EXERCISE DIRECTIONS:
The answer must be every line of the records in which the string "above" appears.

____________

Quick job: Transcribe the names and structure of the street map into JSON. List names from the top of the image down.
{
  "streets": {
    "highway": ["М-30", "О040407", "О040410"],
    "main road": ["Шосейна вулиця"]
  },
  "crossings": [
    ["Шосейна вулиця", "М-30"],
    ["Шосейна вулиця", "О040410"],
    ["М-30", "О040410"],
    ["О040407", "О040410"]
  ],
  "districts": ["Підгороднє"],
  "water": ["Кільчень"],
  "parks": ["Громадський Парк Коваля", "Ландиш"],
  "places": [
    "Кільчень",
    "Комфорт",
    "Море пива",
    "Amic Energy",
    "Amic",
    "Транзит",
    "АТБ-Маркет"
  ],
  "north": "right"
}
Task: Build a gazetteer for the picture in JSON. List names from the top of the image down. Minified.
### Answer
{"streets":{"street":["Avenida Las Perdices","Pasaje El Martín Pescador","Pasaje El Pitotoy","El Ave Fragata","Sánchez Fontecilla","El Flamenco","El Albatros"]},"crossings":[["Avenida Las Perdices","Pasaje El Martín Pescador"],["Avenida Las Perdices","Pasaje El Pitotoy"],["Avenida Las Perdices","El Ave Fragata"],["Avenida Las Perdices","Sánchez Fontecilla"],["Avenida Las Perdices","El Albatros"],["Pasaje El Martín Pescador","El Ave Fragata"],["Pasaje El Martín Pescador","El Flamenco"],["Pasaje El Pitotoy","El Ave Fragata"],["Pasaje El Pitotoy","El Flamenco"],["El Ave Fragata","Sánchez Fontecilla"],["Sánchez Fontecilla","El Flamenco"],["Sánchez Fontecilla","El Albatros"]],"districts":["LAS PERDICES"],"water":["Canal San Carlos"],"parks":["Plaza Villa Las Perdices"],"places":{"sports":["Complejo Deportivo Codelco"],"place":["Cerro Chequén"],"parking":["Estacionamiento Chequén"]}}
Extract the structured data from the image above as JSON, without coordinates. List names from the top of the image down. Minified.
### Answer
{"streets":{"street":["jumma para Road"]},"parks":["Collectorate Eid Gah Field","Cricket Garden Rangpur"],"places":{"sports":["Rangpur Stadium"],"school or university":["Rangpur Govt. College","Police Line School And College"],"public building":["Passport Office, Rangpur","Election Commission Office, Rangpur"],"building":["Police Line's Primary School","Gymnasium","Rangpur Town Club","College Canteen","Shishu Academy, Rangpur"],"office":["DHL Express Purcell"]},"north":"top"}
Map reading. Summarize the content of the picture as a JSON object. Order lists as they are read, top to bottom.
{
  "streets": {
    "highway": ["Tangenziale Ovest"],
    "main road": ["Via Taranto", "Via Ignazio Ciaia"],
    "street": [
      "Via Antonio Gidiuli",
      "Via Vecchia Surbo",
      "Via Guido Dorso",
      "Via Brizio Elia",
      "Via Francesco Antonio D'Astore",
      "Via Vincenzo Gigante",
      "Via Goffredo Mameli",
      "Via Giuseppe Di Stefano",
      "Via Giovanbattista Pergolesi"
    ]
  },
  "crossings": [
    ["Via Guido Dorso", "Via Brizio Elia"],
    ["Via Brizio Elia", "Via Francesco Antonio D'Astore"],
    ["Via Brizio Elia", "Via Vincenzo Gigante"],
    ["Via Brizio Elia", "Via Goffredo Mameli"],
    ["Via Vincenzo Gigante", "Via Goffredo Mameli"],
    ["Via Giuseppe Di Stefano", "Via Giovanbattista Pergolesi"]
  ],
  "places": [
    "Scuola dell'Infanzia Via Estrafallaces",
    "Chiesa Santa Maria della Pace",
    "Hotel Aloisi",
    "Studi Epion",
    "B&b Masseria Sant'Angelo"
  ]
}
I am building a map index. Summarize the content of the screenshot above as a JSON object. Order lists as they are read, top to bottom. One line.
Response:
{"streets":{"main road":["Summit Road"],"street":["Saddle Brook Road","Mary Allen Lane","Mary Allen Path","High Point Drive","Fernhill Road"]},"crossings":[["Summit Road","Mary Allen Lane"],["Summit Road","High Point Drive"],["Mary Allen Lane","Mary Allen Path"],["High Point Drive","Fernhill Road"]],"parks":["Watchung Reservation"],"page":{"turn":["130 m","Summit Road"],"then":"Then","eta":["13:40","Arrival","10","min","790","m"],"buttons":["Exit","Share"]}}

____________

EXPECTED OUTPUT:
Extract the structured data from the image above as JSON, without coordinates. List names from the top of the image down. Minified.
I am building a map index. Summarize the content of the screenshot above as a JSON object. Order lists as they are read, top to bottom. One line.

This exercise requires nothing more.